Arc Forumnew | comments | leaders | submitlogin
Fix: UFT-8 in app server
16 points by olavk 6165 days ago | 4 comments
The web server does not seem support non-ASCII text correctly, but that should be very easy to fix. E.g. if you write

   (defop hello req (pr "hello world \u263B"))
You get some strange looking text in you browser. This seem to be because arc is generating UTF-8 encoded output (which I think is MzScheme default encoding) but not declaring the encoding in the HTTP header, which will make most browsers default to interpret it as ISO-8859-1.

It can be fixed by changing svr.asc line 105 to

    Content-Type: text/html;charset=utf-8


2 points by byronsalty 6164 days ago | link

So I should this be a srv startup option (to support utf-8)? And then all Content-Type: text/html should become Content-Type: text/html;charset=utf-8 ?
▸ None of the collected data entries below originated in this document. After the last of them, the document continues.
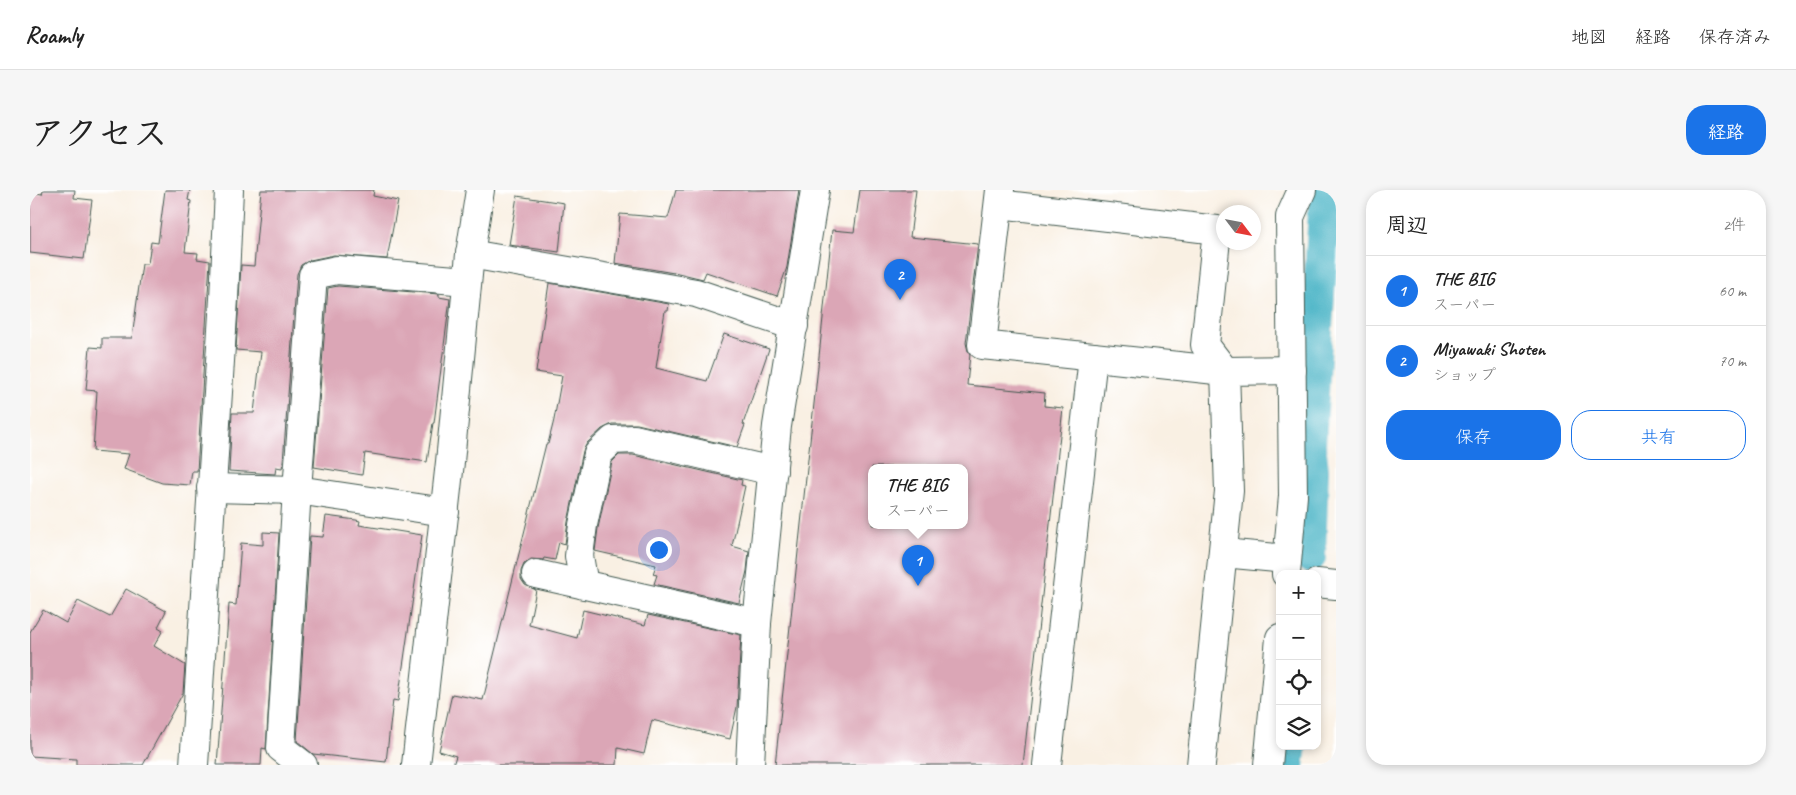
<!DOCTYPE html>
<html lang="ja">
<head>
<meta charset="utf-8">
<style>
	body { margin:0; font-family:Caveat,"Klee One",sans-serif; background:#f6f6f6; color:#222 }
	.controls { position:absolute; right:15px; bottom:15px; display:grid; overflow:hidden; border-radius:10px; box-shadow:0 2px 8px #0003 }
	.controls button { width:45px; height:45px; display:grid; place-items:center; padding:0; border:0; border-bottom:1px solid #e0e0e0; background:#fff; color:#222; font:25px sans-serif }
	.compass { position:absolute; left:1186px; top:15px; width:45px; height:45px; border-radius:50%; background:#fff; box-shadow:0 2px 8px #0003; rotate:122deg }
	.you { position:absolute; left:628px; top:359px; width:18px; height:18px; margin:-12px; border:4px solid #fff; border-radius:50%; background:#1a73e8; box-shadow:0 0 0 8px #1a73e833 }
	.badge { display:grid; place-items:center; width:32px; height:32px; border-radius:50%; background:#1a73e8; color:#fff; font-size:16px; font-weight:700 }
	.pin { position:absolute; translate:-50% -41px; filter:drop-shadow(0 1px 2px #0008) }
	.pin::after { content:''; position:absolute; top:26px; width:18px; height:15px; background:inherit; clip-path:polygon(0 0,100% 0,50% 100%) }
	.popup { position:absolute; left:838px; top:274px; width:100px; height:65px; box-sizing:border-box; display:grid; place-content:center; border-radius:10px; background:#fff; filter:drop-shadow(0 1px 4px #0005); font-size:16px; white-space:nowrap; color:#767676 }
	.popup b { font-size:19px; color:#222 }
	.popup::after { content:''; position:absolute; left:50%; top:100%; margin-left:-10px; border:10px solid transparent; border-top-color:#fff }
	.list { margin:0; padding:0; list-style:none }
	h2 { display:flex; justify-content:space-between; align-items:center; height:65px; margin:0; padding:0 20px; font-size:21px }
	h2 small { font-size:16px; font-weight:400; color:#767676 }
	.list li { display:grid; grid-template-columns:32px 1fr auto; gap:15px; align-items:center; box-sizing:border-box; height:70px; padding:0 20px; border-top:1px solid #e0e0e0 }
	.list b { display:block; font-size:19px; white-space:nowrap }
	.list p { margin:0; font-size:16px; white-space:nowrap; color:#767676 }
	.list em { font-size:16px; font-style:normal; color:#767676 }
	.actions { display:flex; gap:10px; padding:15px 20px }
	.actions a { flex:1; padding:11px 0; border:1px solid #1a73e8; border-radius:20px; text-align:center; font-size:18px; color:#1a73e8 }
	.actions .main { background:#1a73e8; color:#fff }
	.icon { flex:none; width:28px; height:28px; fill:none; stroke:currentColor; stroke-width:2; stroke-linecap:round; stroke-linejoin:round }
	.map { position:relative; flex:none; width:1306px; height:575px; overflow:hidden; border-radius:20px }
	header { display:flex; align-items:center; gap:30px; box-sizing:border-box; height:70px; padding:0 25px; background:#fff; border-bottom:1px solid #e0e0e0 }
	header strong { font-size:24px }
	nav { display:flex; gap:28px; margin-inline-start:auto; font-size:18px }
	.intro { display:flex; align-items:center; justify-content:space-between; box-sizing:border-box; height:120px; padding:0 30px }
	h1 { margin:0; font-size:35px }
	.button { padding:12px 22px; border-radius:20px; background:#1a73e8; color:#fff; font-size:18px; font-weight:700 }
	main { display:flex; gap:30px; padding:0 30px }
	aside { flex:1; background:#fff; border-radius:20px; box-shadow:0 2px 8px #0003 }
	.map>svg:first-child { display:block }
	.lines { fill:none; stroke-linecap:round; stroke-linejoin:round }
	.canal { stroke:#49b4c6; stroke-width:32 }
	.building { fill:#dba6b6; fill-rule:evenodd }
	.minor-casing { stroke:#40584e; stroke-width:30 }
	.minor { stroke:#fff; stroke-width:28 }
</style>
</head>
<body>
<header>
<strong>Roamly</strong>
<nav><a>地図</a><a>経路</a><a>保存済み</a></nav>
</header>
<div class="intro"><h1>アクセス</h1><a class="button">経路</a></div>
<main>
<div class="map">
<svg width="1306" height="575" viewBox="0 0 1306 575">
	<rect width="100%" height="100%" fill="#fff"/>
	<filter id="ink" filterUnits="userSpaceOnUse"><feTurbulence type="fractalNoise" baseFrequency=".02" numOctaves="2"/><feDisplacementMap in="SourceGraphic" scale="10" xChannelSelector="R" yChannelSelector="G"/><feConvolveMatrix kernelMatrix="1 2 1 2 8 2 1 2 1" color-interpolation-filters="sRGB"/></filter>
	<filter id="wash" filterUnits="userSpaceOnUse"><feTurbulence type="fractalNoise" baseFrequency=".0096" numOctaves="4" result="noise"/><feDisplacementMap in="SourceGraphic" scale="20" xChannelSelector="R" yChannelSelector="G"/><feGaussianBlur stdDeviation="1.12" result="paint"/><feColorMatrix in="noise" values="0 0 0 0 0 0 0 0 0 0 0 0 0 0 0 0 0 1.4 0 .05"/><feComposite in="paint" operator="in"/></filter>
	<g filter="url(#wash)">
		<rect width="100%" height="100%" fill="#f9f0e3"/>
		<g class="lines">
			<!-- canal -->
			<g class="canal">
				<path d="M1280,367L1283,280L1280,254L1295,3"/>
				<path d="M1258,575L1261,556"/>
			</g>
		</g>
		<g id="blocks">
			<!-- building -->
			<g class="building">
				<path d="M13,0H45L44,8L62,10L54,69L0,63V2L12,4Z"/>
				<path d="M135,0H160L158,10L161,11L155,62L168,63L167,69L180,71L167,281H162L160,295L132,293L94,279L99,264L63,261L67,201L56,200L60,157L72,158V148H102L112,74H118L121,52L128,53Z"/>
				<path d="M231,0H344L343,6L368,11L357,69L304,65L280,70L271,75L267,84L253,272L252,278L246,277L245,284L199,281L202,223H224L231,162L206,160L211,75L224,76Z"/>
				<path d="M646,0H769L757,77L747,106L676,82L673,89L644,82V83L585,73L590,24L638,28Z"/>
				<path d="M830,0H886L880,47L948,54L936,153L938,161L940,164L937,195L1015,203L1014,216L1033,218L993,575H745L787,186L802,40L824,42ZM842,277H934V335H842Z"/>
				<path d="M487,6L534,13L529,62L479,55Z"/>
				<path d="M519,93L639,114L638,121H635L626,178L677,191L694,144L739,159L713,234L715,235L707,257L607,234H582L572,239L557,253L553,261L538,332L535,354L529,352L525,370L514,368L513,370L501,369L494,374L491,381V389L495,395L506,400L499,435L547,448L553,420L615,435L618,425L711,445L707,517L700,549L622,530L614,564L588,558L587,575H423L426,566L409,561L422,504L453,510L516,254H518L524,230L532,186L506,182Z"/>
				<path d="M308,96L409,104V107L420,109L404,233H403L397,272L335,263L332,285L284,277L298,98Z"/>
				<path d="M589,265H603L712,290L711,295L715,296L702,356L719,361L717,381L709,413L624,394L627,385L623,384L626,375L565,361L568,338L582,272Z"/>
				<path d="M296,326L326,330L330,331L329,335L392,345L368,511L363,510L356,572L283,564L267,551L280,346L293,347Z"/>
				<path d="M233,342L249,343L236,559L232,558L231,575H187L199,414L206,415L211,353L233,355Z"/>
				<path d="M96,399L136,421L128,437L133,440L124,456L155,475L153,503L113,575H46V569L0,566V442L13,420L36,433L48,411L80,427Z"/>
			</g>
		</g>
	</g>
	<g filter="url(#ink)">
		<use href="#blocks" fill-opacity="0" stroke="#40584e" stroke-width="1"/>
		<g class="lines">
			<defs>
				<g id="minor">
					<path d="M970,0L952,155L1195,181L1262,180"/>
					<path d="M969,14L1187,40L1175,155L1195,181L1199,301L1171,575"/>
					<path d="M440,64L666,103L764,136"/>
					<path d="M181,298L267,300L415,322"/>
					<path d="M1193,363L1257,369"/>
					<path d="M506,384L727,433"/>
					<path d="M1256,384L1263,306L1260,27L1272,0"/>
					<path d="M1287,393L1306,395"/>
					<path d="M554,395L549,366L553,335L568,264L583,250L604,249L743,281"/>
					<path d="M164,575L194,109L199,0"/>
					<path d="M273,575L251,558L267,300L283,85L307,80L437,91"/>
					<path d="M386,575L420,272L440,64L450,0"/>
					<path d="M720,575L727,433L747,236L785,0"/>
					<path d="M1017,575L1063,167"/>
					<path d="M1238,575L1250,448"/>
				</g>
			</defs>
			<!-- minor casing -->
			<use href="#minor" class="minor-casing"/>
			<!-- minor -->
			<use href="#minor" class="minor"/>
		</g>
	</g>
</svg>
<div class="controls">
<button>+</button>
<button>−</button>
<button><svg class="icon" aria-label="locate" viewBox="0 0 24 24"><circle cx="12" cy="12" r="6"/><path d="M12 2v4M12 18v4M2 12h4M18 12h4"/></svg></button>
<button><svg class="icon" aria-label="layers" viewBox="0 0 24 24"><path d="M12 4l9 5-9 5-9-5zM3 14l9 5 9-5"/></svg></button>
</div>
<svg class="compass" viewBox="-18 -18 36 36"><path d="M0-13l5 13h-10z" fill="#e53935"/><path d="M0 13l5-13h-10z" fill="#767676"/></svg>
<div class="you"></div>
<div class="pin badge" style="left:888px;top:396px">1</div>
<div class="popup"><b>THE BIG</b>スーパー</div>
<div class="pin badge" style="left:870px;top:110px">2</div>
</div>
<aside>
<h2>周辺<small>2件</small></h2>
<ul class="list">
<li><span class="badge">1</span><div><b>THE BIG</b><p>スーパー</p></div><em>60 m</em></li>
<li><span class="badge">2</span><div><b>Miyawaki Shoten</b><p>ショップ</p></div><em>70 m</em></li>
</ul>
<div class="actions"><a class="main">保存</a><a>共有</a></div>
</aside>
</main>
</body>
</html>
That would be easy to add to the header stuff I was working on yesterday. Can probably do that tonight.

-----

2 points by olavk 6164 days ago | link

Cool. I don't think it should be an option though, since the server generates utf-8 anyway - it just doesn't label it correctly. I can't imagine when it would be useful _not_ to indicate the encoding.

-----

7 points by kens 6164 days ago | link

Not indicating the encoding leaves you vulnerable to an XSS attack. For instance, the following looks harmless, but if you don't set the encoding explicitly it can get executed if your browser is set to UTF-7, or auto-detects to UTF-7:

+ADw-script+AD4-alert('XSS')+ADw-/script+AD4-

Edit to add some explanation: if displayed as UTF-7, the above will pop up a "XSS" alert box. It's just an example; it doesn't actually do anything bad but it shows the potential for malicious XSS. A key point is that HTML-escaping your output or filtering out HTML tags isn't enough, since innocuous-looking characters can cause problems if the encoding is misinterpreted.

-----

1 point by sacado 6165 days ago | link

Yep, it's working ! Thanks !

-----